Nach seiner Entlassung aus der Kriegsgefangenschaft schloss sich Schmidt im März 1946, nach eigenen Angaben beeinflusst durch den Mitgefangenen Hans Bohnenkamp, der SPD an. Hier engagierte er sich zunächst im Sozialistischen Deutschen Studentenbund (SDS). 1947/1948 war er dessen Vorsitzender in der Britischen Besatzungszone. Von 1968 bis 1984 war er stellvertretender Bundesvorsitzender der SPD. Anders als alle Bundeskanzler vor ihm war Schmidt nie Bundesvorsitzender seiner Partei.

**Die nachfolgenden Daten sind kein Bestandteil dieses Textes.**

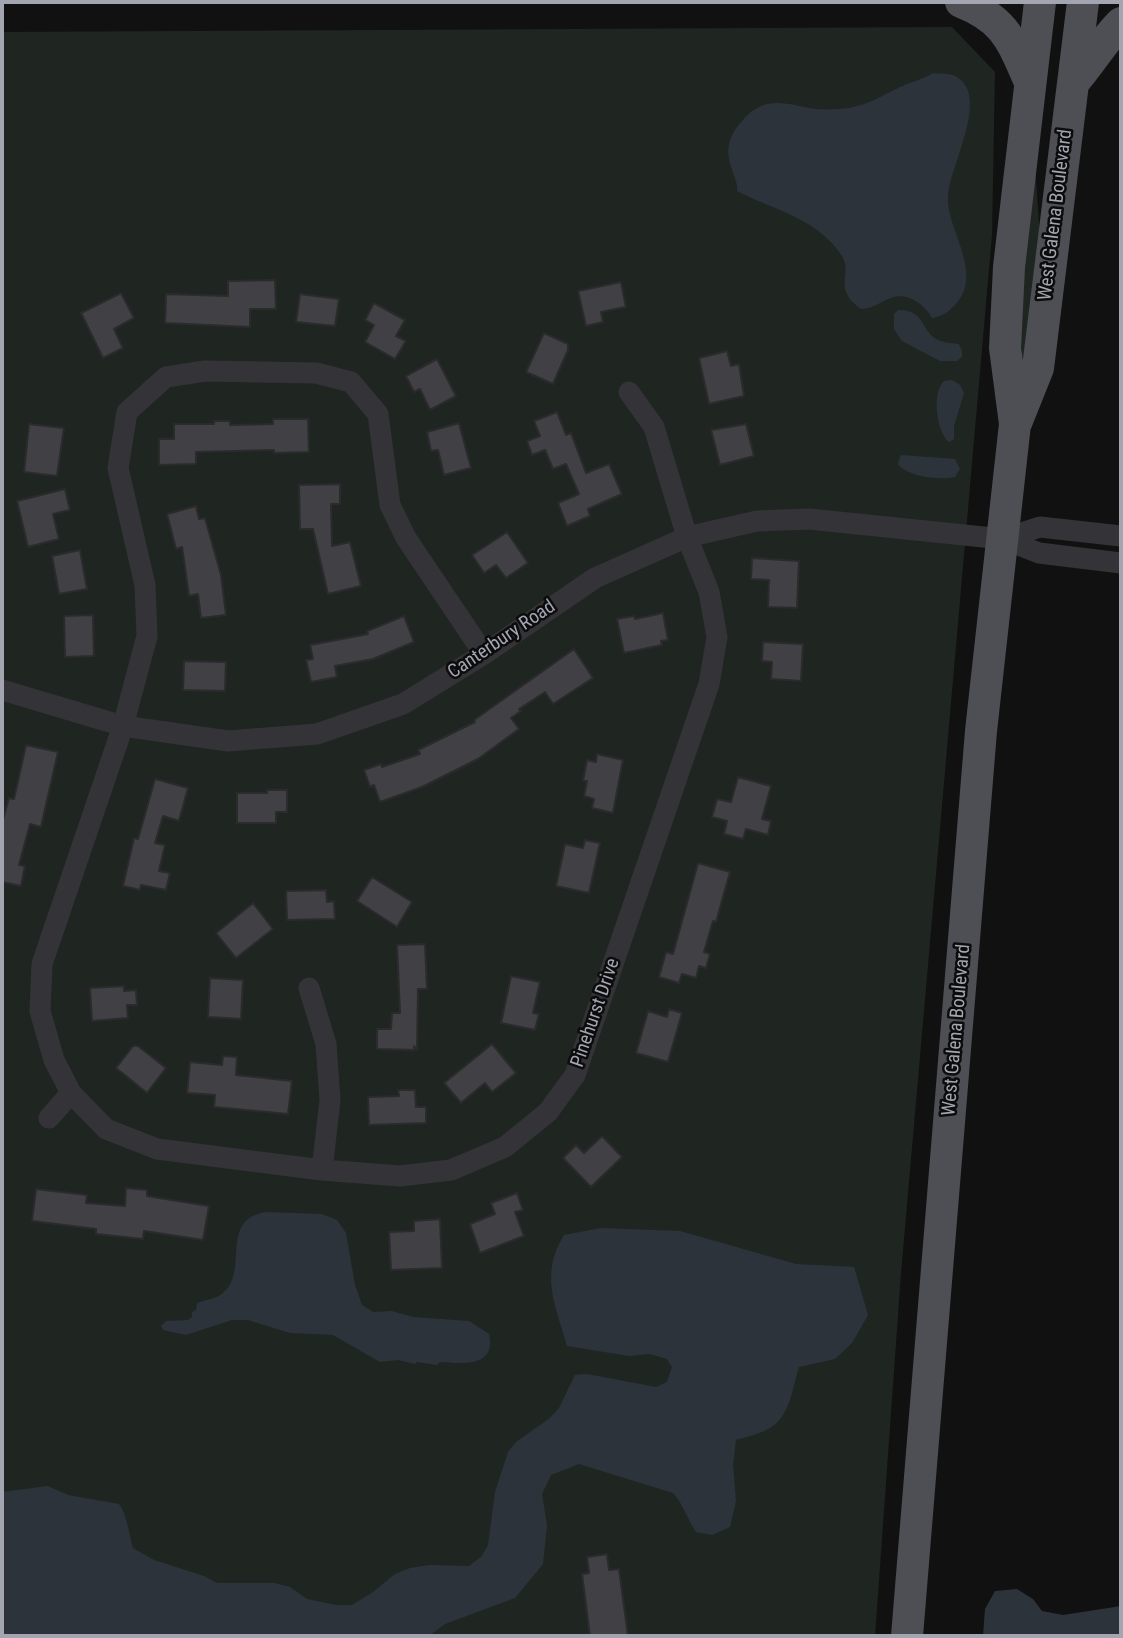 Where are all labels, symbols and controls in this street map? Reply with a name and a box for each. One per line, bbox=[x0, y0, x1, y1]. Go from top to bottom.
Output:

Als Vorbilder in seiner eigenen Partei bezeichnete Schmidt unter anderem Max Brauer, Fritz Erler, Wilhelm Hoegner, Wilhelm Kaisen, Waldemar von Knoeringen, Heinz Kühn und Ernst Reuter. Zu seiner Motivation, sich politisch zu engagieren, äußerte er sich 2008:
Von 1953 bis zum 19. Januar 1962 und von 1965 bis 1987 war Schmidt Mitglied des Deutschen Bundestages. Nach seinem Wiedereinzug 1965 wurde er sofort stellvertretender Vorsitzender der SPD-Bundestagsfraktion. Von 1967 bis 1969, während der ersten Großen Koalition der Bundesrepublik, hatte er schließlich den Vorsitz der Fraktion inne. Schmidt bekannte später, dass ihm dieses Amt während seiner politischen Laufbahn am meisten Spaß gemacht habe. Vom 27. April 1967 bis 1969 leitete er den Fraktionsarbeitskreis Außenpolitik und gesamtdeutsche Fragen.
Vom 27. Februar 1958 bis zum 29. November 1961 war er außerdem Mitglied des Europäischen Parlaments.
Schmidt zog 1953 und 1965 über die Landesliste Hamburg, 1957 und 1961 als direkt gewählter Abgeordneter des Wahlkreises Hamburg VIII und danach stets als direkt gewählter Abgeordneter des Wahlkreises Hamburg-Bergedorf in den Bundestag ein.